(Saved entries)
------------------------------------------------
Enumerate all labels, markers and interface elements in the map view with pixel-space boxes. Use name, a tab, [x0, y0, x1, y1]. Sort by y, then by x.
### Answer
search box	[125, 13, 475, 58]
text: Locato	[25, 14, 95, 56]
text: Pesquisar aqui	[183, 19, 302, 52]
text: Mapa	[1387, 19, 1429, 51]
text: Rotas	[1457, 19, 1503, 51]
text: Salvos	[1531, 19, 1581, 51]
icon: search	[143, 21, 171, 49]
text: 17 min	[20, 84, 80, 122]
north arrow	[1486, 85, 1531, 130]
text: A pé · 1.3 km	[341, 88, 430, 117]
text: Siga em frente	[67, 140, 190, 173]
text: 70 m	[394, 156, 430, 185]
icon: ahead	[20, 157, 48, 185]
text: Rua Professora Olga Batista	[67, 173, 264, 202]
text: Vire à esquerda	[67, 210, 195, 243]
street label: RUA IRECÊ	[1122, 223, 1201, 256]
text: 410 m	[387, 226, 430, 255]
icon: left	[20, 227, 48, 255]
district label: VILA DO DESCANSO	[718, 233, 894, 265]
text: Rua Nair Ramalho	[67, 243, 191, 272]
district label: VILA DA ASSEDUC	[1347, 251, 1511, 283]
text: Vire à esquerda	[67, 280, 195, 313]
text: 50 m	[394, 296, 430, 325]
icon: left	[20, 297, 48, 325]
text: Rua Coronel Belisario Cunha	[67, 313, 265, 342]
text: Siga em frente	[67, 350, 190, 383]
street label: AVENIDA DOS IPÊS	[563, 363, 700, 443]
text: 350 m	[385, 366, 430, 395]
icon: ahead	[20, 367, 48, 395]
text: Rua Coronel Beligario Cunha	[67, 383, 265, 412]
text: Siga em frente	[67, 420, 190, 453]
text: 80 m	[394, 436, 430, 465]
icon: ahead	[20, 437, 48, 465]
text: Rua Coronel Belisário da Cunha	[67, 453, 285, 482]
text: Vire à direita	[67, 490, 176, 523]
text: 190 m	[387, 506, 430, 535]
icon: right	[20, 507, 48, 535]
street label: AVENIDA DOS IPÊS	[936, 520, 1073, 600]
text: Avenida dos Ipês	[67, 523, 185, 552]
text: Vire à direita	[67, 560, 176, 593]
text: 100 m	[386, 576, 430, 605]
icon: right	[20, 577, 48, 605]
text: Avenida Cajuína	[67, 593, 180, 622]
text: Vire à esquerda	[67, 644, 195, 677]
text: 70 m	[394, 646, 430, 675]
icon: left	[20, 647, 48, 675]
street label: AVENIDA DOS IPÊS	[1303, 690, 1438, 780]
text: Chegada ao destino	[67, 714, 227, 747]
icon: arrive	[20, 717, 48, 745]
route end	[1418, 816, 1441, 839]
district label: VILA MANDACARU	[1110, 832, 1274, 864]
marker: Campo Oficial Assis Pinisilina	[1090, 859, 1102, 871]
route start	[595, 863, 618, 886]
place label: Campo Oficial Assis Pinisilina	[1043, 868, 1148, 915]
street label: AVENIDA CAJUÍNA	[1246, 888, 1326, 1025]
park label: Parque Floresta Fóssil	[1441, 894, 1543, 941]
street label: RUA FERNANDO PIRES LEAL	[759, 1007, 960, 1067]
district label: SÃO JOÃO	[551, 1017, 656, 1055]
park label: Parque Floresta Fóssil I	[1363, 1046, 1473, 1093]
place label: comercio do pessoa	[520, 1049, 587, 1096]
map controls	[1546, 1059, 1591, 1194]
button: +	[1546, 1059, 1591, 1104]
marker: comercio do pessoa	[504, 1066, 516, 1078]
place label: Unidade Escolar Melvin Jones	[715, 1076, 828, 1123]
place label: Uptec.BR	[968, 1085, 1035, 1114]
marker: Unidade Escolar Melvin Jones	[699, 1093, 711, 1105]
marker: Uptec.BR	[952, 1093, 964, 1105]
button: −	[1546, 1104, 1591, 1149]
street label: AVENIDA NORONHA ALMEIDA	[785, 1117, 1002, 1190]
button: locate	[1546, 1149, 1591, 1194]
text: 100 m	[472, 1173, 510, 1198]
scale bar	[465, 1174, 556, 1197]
------------------------------------------------
TASK INSTRUCTIONS: Please write the entries out again exactly as they stand.

REPLY TO THE EXERCISE:
Enumerate all labels, markers and interface elements in the map view with pixel-space boxes. Use name, a tab, [x0, y0, x1, y1]. Sort by y, then by x.
### Answer
search box	[125, 13, 475, 58]
text: Locato	[25, 14, 95, 56]
text: Pesquisar aqui	[183, 19, 302, 52]
text: Mapa	[1387, 19, 1429, 51]
text: Rotas	[1457, 19, 1503, 51]
text: Salvos	[1531, 19, 1581, 51]
icon: search	[143, 21, 171, 49]
text: 17 min	[20, 84, 80, 122]
north arrow	[1486, 85, 1531, 130]
text: A pé · 1.3 km	[341, 88, 430, 117]
text: Siga em frente	[67, 140, 190, 173]
text: 70 m	[394, 156, 430, 185]
icon: ahead	[20, 157, 48, 185]
text: Rua Professora Olga Batista	[67, 173, 264, 202]
text: Vire à esquerda	[67, 210, 195, 243]
street label: RUA IRECÊ	[1122, 223, 1201, 256]
text: 410 m	[387, 226, 430, 255]
icon: left	[20, 227, 48, 255]
district label: VILA DO DESCANSO	[718, 233, 894, 265]
text: Rua Nair Ramalho	[67, 243, 191, 272]
district label: VILA DA ASSEDUC	[1347, 251, 1511, 283]
text: Vire à esquerda	[67, 280, 195, 313]
text: 50 m	[394, 296, 430, 325]
icon: left	[20, 297, 48, 325]
text: Rua Coronel Belisario Cunha	[67, 313, 265, 342]
text: Siga em frente	[67, 350, 190, 383]
street label: AVENIDA DOS IPÊS	[563, 363, 700, 443]
text: 350 m	[385, 366, 430, 395]
icon: ahead	[20, 367, 48, 395]
text: Rua Coronel Beligario Cunha	[67, 383, 265, 412]
text: Siga em frente	[67, 420, 190, 453]
text: 80 m	[394, 436, 430, 465]
icon: ahead	[20, 437, 48, 465]
text: Rua Coronel Belisário da Cunha	[67, 453, 285, 482]
text: Vire à direita	[67, 490, 176, 523]
text: 190 m	[387, 506, 430, 535]
icon: right	[20, 507, 48, 535]
street label: AVENIDA DOS IPÊS	[936, 520, 1073, 600]
text: Avenida dos Ipês	[67, 523, 185, 552]
text: Vire à direita	[67, 560, 176, 593]
text: 100 m	[386, 576, 430, 605]
icon: right	[20, 577, 48, 605]
text: Avenida Cajuína	[67, 593, 180, 622]
text: Vire à esquerda	[67, 644, 195, 677]
text: 70 m	[394, 646, 430, 675]
icon: left	[20, 647, 48, 675]
street label: AVENIDA DOS IPÊS	[1303, 690, 1438, 780]
text: Chegada ao destino	[67, 714, 227, 747]
icon: arrive	[20, 717, 48, 745]
route end	[1418, 816, 1441, 839]
district label: VILA MANDACARU	[1110, 832, 1274, 864]
marker: Campo Oficial Assis Pinisilina	[1090, 859, 1102, 871]
route start	[595, 863, 618, 886]
place label: Campo Oficial Assis Pinisilina	[1043, 868, 1148, 915]
street label: AVENIDA CAJUÍNA	[1246, 888, 1326, 1025]
park label: Parque Floresta Fóssil	[1441, 894, 1543, 941]
street label: RUA FERNANDO PIRES LEAL	[759, 1007, 960, 1067]
district label: SÃO JOÃO	[551, 1017, 656, 1055]
park label: Parque Floresta Fóssil I	[1363, 1046, 1473, 1093]
place label: comercio do pessoa	[520, 1049, 587, 1096]
map controls	[1546, 1059, 1591, 1194]
button: +	[1546, 1059, 1591, 1104]
marker: comercio do pessoa	[504, 1066, 516, 1078]
place label: Unidade Escolar Melvin Jones	[715, 1076, 828, 1123]
place label: Uptec.BR	[968, 1085, 1035, 1114]
marker: Unidade Escolar Melvin Jones	[699, 1093, 711, 1105]
marker: Uptec.BR	[952, 1093, 964, 1105]
button: −	[1546, 1104, 1591, 1149]
street label: AVENIDA NORONHA ALMEIDA	[785, 1117, 1002, 1190]
button: locate	[1546, 1149, 1591, 1194]
text: 100 m	[472, 1173, 510, 1198]
scale bar	[465, 1174, 556, 1197]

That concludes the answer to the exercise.